Starring Briana Evigan, Shedrick Garrett, Margo Harshman, Rumer Willis, Jamie Chung, Leah Pipes, Audrina Patridge

Directed Stewart Hendler


Let’s agree on two things going into this: 1. Your expectations were extremely low from the get-go with such spectacular catch phrases as “Theta Pi Must Die.” 2. All alusions to a similar movie, creating a hybrid called “I Know What You Did Last Sorority Kegger”, must be out of your system as quickly as possible. Honestly, we made all these jokes years ago with that film series and all of its copycats. We expect more from you. With that out of the way, we journey on into the inevitability of a sad, sad weekend of movie openings. Brace yourself.

Practically the entire first half of this movie has been shown on the Net through TV spots and in trailers so I’m not going to be too concerned with spoilers in this summary. The ladies of Theta Pi are in their senior year of college, presumably majoring in alcohol consumption, boy humping, and bitchiness. At a particularly raucous party featuring an ocean of hard bodies in panties, our focus femmes decide to play a deliciously evil trick on a philandering frat boy. The lesson? Never cross a Theta. Before you can say “roofie coolata”, the joke takes a turn for the bloody, and five friends make a pact to cover up the whole affair. Flash forward some months and it’s graduation time. The crew have kept their uneasy bargain, despite protests from Cassidy (Evigan) that they come clean, but someone has begun taunting the sisters with evidence of their crime. Soon threats transition to a body count as the red stuff flies and the girls fear their dead friend has returned from the grave for vengeance!!

Sorority RowThis has to be the most repeated theme in horror history at this point. An innocent dies at the hands of a group of irresponsible individuals, and months to years later the perpetrators start dropping like Brundleflies. Is it the innocent returned as an avenging demon? Is it a family member looking to even the score? Nine times out of ten, the best you can hope for is a lame twist at the end when the killer is revealed to be someone the director has used considerable energy to divert your attention from. Sorority Row is no different, riddled with off-camera kills and slick cut-aways ensuring zero cringe-worthy moments. The young’uns and fairly squeamish in your audience may succumb to the two decent jump scares you’ll find within, but expect nothing more. This film’s saving grace is superior cinematography. The Row’s creators deliver an almost loving eye to death scenes, turning an expanding pool of blood and the running red across skin into works of art. The act of the kill itself is so bland, this movie may as well have been PG-13. Only breasts make this an R-rated horror film, and there weren’t enough packed in to make up for the boredom of this droning snooze-fest. In fact, they owe me six sets for sitting through it.

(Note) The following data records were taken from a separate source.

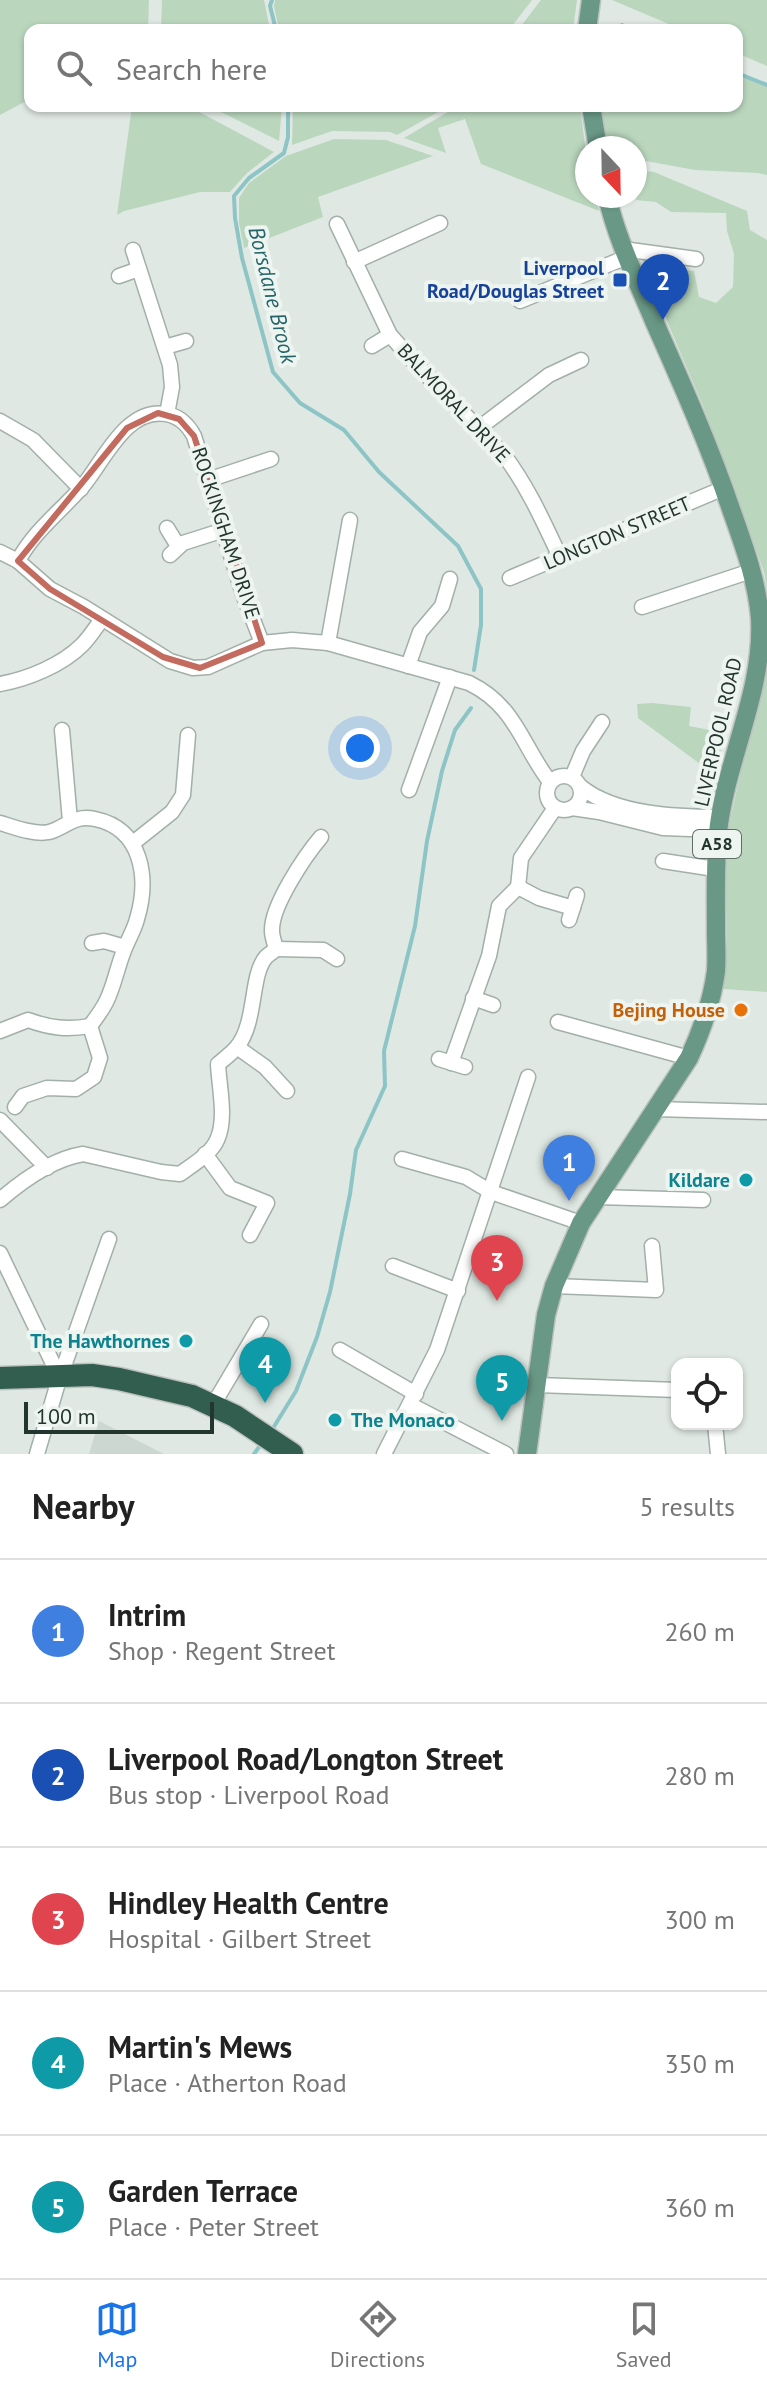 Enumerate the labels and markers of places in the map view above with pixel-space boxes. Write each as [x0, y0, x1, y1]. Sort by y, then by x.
pin: 2 [637, 254, 689, 320]
place label: Liverpool Road/Douglas Street [427, 255, 604, 304]
marker: Liverpool Road/Douglas Street [611, 271, 629, 289]
place label: Bejing House [612, 997, 725, 1023]
marker: Bejing House [732, 1001, 750, 1019]
pin: 1 [543, 1135, 595, 1201]
place label: Kildare [668, 1167, 730, 1193]
marker: Kildare [737, 1171, 755, 1189]
pin: 3 [471, 1235, 523, 1301]
place label: The Hawthornes [30, 1328, 170, 1354]
marker: The Hawthornes [177, 1332, 195, 1350]
pin: 4 [239, 1337, 291, 1403]
pin: 5 [476, 1355, 528, 1421]
place label: The Monaco [351, 1407, 455, 1433]
marker: The Monaco [326, 1411, 344, 1429]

The problems with Sorority Row exist on multiple levels. The killer is represented by a figure in a cloak that just sort of appears. This is not a menacing figure … just a dude in a cloak. To make matters worse, dude in a cloak brandishes what is arguably one of the most convoluted, overly engineered weapons ever used on screen. It’s so bad, consider it an invention from the Janitor on “Scrubs”, ranking up there with “Drill Fork” and “Knife Wrench”.

Sorority RowPast the horror angle, we have a healthy dose of melodrama as characters debate their actions, cry, console, scream, rinse, repeat. Actually, screaming is Rumer Willis’ primary job. I’d swear she is the ONLY character allowed to do so in this film. Odd. At any rate, these touchy-feely moments pad those times where a character isn’t bumbling into a kill scenario. It’s as if the script was only five pages long and they brought in some teen drama specialists to fill in the gaps with tender themes of sisterly love. Blah.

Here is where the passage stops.